Thursday, September 18, 2014

Removing Historic Piers?

In 2013, the Denville Town Council approved the funding of an in-depth engineering study into Denville's Rivers and Flooding issues.  This was the first of its kind ever performed specifically for Denville.  It was performed by our contracted engineering firm, Hatch Mott McDonald, an engineering firm with extensive experience in flood mitigation and river maintenance. The firm was originally hired by previous Mayor Ted Hussa's administration and was maintained by Mayor Andes administration.

(Before and After shot of the extensive back-up caused by the piers)

After the first phase on this study, which was unveiled at several public meetings, there were some sobering results.  Short of multi-million dollar programs that Denville alone could never afford, there were not many "home run" solutions to eliminate the risk of flooding throughout Denvile.  However, there were some small steps that could make a difference to minor flooding.  Flooding like we experienced from Hurricane Irene may not be preventable but smaller floods can be mitigated.

Some of The Study's Suggestions Were:

- Flap Valves (just completed)
- Desnagging (currently in process from a grant the town received)
- Continual Extensive Cleaning (performed twice a year for the last few years with nearly 200 volunteers each time)
- Storm Drain Repair & Cleaning (recently completed)
- Coordination of Area Lake's Dam Release (currently petitioned as a law via the State Legislature but also granted from Shongum Lake by a Court Order that Denville pursued)


All of these small improvements were attainable by Denville with smaller costs spread out over the course of several years.   This is probably the most attention to flood mitigation Denville has ever been given, most likely the most progress on flood mitigation in several years.  In addition, Denville completed the herculean task of buying out homes, in a devastated heavily flooded area, using FEMA funding.  We were the first town in the state to take advantage of this program.   The bought out properties will now be a park (and retention basis) along Riverside Drive, soon to open in a few weeks.

A small step that would help mitigate some of the flooding that occurs along Diamond Spring Road was to remove large structures that reside in the river by the La Cucina restaurant.  This would not prevent major floods like the one Hurricane Irene caused.   However, it will help the minor flooding that many may experience during less severe storms.  Whether you are flooded by 1 inch of water or 6, it is devastating to a homeowner.  I have helped clean the river along those piers, the buildup and backup along those piers is extreme.  Despite cleanup efforts, the buildup continues and impedes the river's flow.


The entire council approved the funding for all of these efforts including the pier removal.  However, the contingent was that the Administration needed to follow proper State environmental and historic processes.  The Administration did that and the State approved the project.  The Administration also agreed to provide historic markers in the area as well as keep one pier which was not a threat to the river.  The benefits of protecting our residents homes outweigh the historical significance of the unmaintained cement covered piers.  I am a huge supporter of historic preservation.  In fact, I produced and pitched a historical documentary series to the History Channel and other outlets many years ago.   I appreciate and value historic preservation.  However, we need to protect our residents first.

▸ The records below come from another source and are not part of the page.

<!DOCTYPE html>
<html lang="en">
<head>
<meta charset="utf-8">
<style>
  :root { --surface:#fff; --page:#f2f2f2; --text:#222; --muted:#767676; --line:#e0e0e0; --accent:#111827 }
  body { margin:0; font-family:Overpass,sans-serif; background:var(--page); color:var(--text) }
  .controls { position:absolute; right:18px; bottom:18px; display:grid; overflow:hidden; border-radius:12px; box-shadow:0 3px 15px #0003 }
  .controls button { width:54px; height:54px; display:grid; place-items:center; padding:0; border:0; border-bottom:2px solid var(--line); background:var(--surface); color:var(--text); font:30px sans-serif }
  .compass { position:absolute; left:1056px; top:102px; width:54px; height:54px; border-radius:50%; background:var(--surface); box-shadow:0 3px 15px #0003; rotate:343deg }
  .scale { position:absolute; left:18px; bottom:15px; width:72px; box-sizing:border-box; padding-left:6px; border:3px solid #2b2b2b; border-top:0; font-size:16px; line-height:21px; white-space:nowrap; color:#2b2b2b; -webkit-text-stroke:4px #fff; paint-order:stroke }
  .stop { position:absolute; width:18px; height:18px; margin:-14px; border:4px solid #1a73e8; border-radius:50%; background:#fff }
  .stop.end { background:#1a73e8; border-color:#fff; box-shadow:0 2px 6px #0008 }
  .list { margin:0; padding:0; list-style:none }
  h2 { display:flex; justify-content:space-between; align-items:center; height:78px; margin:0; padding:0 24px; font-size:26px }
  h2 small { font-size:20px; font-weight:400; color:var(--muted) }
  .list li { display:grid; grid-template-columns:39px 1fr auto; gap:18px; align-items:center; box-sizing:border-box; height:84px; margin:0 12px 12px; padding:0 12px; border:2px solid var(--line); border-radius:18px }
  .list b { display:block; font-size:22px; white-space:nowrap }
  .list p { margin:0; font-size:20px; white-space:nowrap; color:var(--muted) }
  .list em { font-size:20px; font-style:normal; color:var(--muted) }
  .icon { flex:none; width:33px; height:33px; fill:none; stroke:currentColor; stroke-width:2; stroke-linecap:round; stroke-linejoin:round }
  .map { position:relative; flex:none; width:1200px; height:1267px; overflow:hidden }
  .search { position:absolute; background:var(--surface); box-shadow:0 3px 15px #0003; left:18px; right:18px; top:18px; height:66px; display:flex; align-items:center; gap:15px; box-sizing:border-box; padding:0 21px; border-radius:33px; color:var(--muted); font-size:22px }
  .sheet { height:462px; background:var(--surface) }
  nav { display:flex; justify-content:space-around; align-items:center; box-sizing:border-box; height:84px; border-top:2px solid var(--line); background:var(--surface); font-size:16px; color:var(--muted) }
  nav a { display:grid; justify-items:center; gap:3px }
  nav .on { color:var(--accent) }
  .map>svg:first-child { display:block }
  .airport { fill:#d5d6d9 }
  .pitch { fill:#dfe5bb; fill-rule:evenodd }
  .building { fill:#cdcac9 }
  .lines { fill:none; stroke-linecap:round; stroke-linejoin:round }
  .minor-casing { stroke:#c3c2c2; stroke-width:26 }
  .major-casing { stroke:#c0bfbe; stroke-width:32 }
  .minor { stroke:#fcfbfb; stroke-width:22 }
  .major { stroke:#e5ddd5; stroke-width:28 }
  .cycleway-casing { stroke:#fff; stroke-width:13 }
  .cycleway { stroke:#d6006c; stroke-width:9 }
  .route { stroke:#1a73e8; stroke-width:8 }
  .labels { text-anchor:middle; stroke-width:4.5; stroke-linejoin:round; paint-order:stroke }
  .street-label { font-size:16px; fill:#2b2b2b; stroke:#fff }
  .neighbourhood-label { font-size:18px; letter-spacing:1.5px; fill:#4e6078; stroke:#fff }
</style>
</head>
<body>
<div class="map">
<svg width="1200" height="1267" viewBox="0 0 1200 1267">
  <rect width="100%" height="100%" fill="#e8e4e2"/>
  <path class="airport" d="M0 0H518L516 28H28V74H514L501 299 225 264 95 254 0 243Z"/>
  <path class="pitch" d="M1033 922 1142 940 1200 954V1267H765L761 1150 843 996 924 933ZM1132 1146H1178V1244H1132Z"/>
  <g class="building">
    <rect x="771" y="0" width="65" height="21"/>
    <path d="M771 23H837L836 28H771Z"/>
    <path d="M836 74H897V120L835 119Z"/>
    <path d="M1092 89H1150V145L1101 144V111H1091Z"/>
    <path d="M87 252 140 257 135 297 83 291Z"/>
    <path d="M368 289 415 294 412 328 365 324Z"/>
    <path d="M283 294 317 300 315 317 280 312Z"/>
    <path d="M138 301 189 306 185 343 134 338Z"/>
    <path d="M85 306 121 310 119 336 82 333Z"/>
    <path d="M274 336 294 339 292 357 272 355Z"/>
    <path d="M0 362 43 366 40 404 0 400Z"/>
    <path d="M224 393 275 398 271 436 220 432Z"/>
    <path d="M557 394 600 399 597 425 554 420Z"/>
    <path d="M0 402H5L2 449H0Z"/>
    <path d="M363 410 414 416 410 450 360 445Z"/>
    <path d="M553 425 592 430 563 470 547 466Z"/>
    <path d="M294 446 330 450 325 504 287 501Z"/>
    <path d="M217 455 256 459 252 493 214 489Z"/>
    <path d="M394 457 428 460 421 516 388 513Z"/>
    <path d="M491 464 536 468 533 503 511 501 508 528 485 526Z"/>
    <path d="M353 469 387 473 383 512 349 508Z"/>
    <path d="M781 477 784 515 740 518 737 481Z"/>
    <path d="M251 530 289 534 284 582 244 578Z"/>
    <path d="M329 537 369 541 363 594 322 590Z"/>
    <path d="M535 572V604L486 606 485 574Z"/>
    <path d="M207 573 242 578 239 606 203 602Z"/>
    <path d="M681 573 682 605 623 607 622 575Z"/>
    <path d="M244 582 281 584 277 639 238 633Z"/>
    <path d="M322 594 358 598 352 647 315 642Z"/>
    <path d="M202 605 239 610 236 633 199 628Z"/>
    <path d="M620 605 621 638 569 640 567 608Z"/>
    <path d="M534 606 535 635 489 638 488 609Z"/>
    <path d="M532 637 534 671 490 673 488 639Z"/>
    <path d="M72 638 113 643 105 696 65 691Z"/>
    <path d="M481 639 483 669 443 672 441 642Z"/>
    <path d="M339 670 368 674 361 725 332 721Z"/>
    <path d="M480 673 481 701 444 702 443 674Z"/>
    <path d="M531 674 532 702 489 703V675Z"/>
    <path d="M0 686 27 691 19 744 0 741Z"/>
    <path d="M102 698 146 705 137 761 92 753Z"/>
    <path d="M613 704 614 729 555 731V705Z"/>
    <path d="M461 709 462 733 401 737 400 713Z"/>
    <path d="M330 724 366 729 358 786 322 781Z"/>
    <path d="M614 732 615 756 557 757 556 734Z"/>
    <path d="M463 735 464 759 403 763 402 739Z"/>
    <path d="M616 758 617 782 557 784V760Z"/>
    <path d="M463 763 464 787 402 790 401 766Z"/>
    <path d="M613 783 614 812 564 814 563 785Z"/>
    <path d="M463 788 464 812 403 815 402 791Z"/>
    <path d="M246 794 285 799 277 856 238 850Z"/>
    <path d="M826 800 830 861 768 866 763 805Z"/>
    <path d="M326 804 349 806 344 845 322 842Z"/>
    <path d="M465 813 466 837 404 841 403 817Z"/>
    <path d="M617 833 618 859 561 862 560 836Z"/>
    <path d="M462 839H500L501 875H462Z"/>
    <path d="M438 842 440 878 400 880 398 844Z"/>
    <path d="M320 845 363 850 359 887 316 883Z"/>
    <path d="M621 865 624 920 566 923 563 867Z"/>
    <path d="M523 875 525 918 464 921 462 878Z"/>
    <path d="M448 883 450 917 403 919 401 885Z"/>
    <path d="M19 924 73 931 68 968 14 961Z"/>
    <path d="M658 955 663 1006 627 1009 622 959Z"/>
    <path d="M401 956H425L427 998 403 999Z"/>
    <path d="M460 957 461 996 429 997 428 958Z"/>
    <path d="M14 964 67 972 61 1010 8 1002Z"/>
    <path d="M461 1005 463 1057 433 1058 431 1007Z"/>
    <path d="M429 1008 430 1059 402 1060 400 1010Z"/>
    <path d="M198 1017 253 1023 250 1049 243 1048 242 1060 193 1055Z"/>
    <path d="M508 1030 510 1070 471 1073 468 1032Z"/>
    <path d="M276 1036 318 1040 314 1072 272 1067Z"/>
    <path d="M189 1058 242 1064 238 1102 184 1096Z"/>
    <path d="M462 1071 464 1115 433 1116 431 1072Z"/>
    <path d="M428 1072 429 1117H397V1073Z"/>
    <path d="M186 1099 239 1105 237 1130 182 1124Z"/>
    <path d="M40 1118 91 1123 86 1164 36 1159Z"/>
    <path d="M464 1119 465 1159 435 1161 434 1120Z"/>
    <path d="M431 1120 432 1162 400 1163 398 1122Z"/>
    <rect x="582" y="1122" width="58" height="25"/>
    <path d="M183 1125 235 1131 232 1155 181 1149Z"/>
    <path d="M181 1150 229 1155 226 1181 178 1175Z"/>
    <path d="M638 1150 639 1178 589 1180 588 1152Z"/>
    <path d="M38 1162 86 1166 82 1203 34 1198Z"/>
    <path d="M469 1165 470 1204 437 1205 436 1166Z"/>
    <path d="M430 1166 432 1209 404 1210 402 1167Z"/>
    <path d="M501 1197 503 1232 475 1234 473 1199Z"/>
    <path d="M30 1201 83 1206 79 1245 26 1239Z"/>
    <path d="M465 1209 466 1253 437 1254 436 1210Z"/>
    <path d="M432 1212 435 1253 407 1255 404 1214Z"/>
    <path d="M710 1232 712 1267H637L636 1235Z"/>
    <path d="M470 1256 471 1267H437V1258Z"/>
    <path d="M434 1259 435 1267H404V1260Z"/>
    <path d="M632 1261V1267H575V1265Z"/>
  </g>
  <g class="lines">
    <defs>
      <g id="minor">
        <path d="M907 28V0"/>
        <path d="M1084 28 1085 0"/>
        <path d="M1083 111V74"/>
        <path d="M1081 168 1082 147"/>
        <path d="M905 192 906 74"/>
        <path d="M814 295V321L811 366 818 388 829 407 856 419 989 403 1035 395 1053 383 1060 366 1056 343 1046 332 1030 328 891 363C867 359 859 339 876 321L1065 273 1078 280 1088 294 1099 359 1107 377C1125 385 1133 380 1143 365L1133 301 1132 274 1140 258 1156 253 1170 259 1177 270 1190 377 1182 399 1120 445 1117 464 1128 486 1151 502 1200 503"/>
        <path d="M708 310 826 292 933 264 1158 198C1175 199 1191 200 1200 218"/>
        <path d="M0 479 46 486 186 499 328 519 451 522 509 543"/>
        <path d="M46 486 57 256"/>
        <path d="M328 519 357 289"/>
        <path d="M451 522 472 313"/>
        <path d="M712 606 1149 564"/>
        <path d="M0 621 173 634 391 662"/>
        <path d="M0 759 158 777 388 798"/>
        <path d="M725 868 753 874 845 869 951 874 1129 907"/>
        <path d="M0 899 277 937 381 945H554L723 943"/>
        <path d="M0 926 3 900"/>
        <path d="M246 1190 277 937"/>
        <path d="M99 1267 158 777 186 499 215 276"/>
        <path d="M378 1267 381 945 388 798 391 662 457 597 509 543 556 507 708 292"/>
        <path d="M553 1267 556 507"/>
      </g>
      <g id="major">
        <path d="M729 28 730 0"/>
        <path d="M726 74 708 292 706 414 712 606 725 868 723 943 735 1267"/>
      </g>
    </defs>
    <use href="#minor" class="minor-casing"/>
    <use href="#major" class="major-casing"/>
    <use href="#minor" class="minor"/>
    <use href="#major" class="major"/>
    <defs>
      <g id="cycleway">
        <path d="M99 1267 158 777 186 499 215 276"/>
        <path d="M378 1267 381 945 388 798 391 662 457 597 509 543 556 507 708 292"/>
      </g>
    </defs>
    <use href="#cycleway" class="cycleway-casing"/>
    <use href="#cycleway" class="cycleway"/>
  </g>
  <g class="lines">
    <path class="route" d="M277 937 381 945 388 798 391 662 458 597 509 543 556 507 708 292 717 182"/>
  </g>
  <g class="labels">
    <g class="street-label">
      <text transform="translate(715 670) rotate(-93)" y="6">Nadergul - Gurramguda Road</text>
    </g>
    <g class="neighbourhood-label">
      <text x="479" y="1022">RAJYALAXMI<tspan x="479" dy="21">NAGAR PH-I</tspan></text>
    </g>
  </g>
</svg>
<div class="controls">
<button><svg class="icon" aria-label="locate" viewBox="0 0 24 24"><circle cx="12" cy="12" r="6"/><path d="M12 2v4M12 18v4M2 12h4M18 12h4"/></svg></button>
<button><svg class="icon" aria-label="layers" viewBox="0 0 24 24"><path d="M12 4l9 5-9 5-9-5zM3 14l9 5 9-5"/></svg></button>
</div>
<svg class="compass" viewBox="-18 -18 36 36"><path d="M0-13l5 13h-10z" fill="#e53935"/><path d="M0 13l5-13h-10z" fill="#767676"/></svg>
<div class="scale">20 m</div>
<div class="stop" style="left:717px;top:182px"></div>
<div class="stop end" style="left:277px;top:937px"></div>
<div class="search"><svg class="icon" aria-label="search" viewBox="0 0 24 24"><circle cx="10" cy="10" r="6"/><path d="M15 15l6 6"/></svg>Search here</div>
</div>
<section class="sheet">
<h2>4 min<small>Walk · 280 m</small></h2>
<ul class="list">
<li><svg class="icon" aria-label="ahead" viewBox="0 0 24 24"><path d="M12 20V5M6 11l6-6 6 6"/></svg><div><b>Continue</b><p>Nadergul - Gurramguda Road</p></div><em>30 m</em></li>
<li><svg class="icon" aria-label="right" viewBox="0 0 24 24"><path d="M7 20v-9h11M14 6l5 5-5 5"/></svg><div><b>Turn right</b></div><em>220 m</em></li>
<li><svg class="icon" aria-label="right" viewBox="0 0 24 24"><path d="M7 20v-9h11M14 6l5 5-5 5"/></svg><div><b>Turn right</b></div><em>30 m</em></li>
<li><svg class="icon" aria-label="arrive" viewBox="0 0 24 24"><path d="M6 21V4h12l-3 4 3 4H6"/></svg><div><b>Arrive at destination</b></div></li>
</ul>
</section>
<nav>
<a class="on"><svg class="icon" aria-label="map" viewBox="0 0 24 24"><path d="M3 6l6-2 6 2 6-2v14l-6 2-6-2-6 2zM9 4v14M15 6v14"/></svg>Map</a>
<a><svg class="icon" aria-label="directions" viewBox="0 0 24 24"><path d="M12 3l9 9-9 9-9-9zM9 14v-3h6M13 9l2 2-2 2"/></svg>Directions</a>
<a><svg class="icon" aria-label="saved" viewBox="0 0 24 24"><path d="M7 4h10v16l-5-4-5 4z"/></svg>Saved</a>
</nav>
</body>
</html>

(Another shot of the build-up which impedes proper river flow)


1) Even someone without a historic scholastic background can observe the historical portion of the piers has already been heavily compromised.  Whatever original structure once existed appears to be solidly covered in more modern cement.  (One removed, perhaps the original structures can be uncovered?)

2) Those piers accumulate enormous snagging along the river and other than River Cleanup Volunteers, no other organization has volunteered to maintain the piers.  Not the Canal Society, Not any historical society, no one !

3) Removing 2 of those piers was determined to help flood mitigation by a professional engineering firm with extensive experience and credentials in flood mitigation.  I am offended by the few opponents to this program who have no credentials or expertise in this area.

4) The entire Town Council approved the funding of the removal of these piers provided the above conditions are met. 

5) During the removal, there will be state officials present including an archeologist monitoring the process and result.

6) Once removed, the remains of the piers are available for any interested party.  As well, the Administration has offered to work with any organization to recognize the historical area with markers or other informative displays.  Something that is greatly lacking in the area.


I am still in support of the removal of these piers, provided the process outlined is followed.
I also support and encourage any organization to utilize anything that can be salvaged from within the cement blocks for historic preservation.  Let's preserve history but also provide a safe environment for our neighbors.